No fruit juice for kids under 1, pediatricians advise

Pediatricians say kids should avoid drinking fruit juice until they're at least a year old.

Fruit juice offers no nutritional benefit to children under the age of one and may contribute to excessive weight gain, say experts who recommend not including juices in the diet of infants.

One of the most common questions parents ask pediatricians is how much 100% fruit juice they should give their children.

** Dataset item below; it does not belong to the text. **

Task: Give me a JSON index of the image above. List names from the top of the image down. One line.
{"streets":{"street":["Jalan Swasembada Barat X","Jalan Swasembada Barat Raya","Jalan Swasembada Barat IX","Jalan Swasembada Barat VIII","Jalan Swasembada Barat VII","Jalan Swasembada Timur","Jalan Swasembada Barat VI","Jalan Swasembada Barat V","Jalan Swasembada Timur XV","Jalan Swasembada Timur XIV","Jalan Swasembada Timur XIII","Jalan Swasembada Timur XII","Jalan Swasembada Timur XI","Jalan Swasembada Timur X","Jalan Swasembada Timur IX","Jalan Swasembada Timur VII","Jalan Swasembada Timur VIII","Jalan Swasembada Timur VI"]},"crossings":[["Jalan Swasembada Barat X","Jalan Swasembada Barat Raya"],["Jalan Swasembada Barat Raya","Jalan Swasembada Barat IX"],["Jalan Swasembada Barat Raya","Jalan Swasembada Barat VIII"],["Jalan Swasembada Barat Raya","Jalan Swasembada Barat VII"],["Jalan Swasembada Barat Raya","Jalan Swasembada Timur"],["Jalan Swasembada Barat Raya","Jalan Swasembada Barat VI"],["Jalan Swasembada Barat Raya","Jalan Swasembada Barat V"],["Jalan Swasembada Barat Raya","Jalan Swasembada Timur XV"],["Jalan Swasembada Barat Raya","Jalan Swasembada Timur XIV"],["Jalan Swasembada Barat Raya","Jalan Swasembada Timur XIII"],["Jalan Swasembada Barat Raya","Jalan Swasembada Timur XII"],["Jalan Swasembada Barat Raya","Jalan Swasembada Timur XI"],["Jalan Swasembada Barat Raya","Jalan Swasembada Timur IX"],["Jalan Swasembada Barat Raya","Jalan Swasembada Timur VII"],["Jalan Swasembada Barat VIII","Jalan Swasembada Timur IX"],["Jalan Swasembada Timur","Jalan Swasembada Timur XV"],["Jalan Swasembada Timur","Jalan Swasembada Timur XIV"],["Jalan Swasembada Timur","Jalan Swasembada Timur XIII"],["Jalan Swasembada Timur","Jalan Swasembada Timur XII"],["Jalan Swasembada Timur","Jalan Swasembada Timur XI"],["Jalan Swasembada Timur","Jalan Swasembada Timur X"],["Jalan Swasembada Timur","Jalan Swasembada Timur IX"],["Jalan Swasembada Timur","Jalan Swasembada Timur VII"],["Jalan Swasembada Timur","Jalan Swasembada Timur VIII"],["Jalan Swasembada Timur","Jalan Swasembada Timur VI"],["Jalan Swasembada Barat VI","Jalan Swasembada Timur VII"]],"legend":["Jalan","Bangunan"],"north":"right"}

No fruit juice for children under one.

The group had previously advised parents to wait to offer juice until a child reached 6 months old but decided to make the change based on rising rates of obesity and concerns about tooth cavities.

These new guidelines don't apply to fruit drinks, which contain less than 100 percent juice and have added sweeteners. Plus, sippy cups and bottles allow kids to easily sip on juice all day.

The report will be published Monday in the journal "Pediatrics".

No fruit juice for kids under 1, pediatricians advise

The excessive exposure of the teeth to carbohydrates can lead to tooth decay, as well.

Further recommendations emphasize the importance of fresh fruit in children's diets.

According to Crim, it's important for children to learn healthy eating habits from an early age - which includes developing a taste for whole fruits and vegetables rather than juice. After that, parents can introduce mashed or pureed fruit, but not juice. His research suggests an association between consistent juice consumption at age 2 and higher odds of becoming overweight by age 4.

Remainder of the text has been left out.